価格引上げの動きは中小企業製品にも広がるか?
昨夜に取り上げた日銀の企業向けサービス物価(SPPI)に関連して、やや旧聞に属する話題かもしれませんが、日本総研から先週の金曜日8月22日に「中小企業にも広がり始めた販売価格引き上げの動き」と題するリポートが公表されています。日銀短観や総務省統計局から公表されている消費者物価指数などを基に、中小企業の工業製品の販売価格引上げが消費者物価に与える影響を分析し、大企業だけでなく中小企業製品にも価格引上げの動きが広がりつつあることを確認しています。
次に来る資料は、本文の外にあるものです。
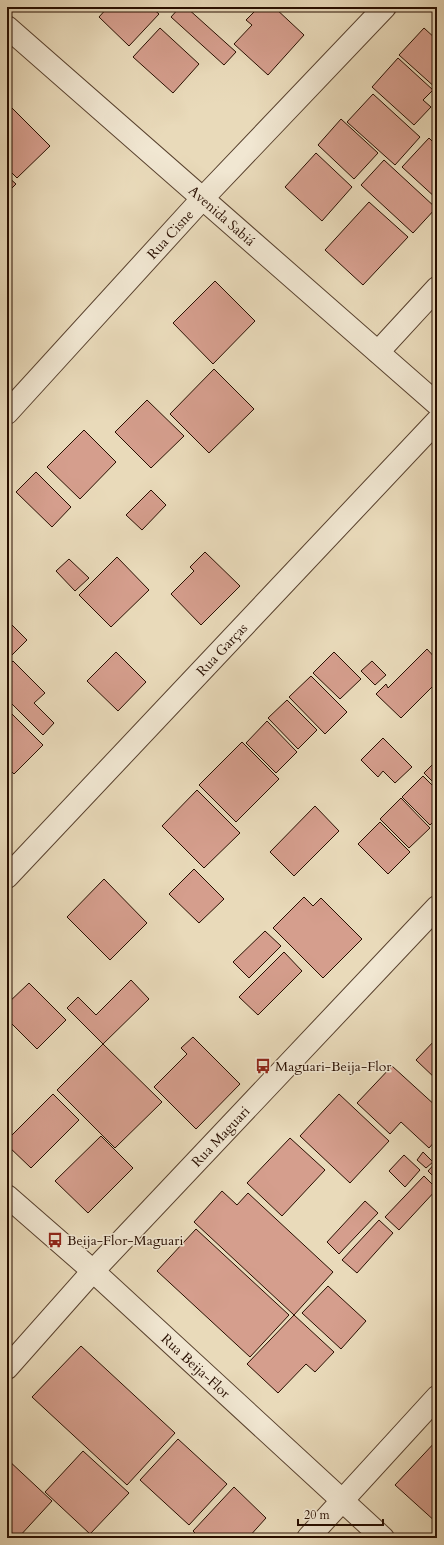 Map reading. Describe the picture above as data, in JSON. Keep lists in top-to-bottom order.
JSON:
{
  "streets": {
    "street": [
      "Avenida Sabiá",
      "Rua Cisne",
      "Rua Garças",
      "Rua Maguari",
      "Rua Beija-Flor"
    ]
  },
  "crossings": [
    ["Avenida Sabiá", "Rua Cisne"],
    ["Rua Maguari", "Rua Beija-Flor"]
  ],
  "places": {
    "bus stop": ["Maguari-Beija-Flor", "Beija-Flor-Maguari"]
  },
  "scale_bar": "20 m"
}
上のグラフは日本総研のリポートから (図表3) 消費者物価・工業製品の寄与度分解 を引用しています。生鮮食品を除くコア消費者物価に占める工業製品のシェアは40%を少し下回るくらいで、ほぼ半分強を占めるサービスに比べて決して高くないんですが、2013年年央から工業製品の前年同月比上昇率はプラスに転じています。なお、上の画像の(注2)にある通り、消費税の影響は除かれています。大企業の製品の価格上昇がこの物価上昇をけん引していましたが、最近時点では徐々に中小企業製品の価格も上昇していることが読み取れます。もちろん、消費者物価に占めるウェイトの高いサービスのうち、小売はもとより宿泊や外食などのサービスでも中小企業のシェアは高く、工業製品だけで判断することは適当ではありませんが、デフレ脱却をより確かなものとし日銀の物価上昇目標達成のために、中小企業のサービスにも価格引上げの動きが広がることが期待されます。
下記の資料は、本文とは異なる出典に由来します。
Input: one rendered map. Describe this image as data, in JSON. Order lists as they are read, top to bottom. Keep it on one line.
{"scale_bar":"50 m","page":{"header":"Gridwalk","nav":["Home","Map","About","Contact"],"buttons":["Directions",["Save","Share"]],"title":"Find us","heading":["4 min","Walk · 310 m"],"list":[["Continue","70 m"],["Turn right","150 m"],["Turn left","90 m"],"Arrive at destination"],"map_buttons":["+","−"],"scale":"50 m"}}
日銀が進める異次元緩和政策によるリフレ政策により、物価上昇率はプラスに転ずるととともに、先行き、徐々にプラス幅を拡大する方向にあると私は考えていますが、それなりに独占度の高い大企業に比べて古典的な完全競争により近い市場で活動している中小企業の価格動向がインフレ目標達成のひとつのカギになるとの考えもあります。今後とも、工業製品とサービスの両方で中小企業製品の価格引上げの動きにも注目したいと思います。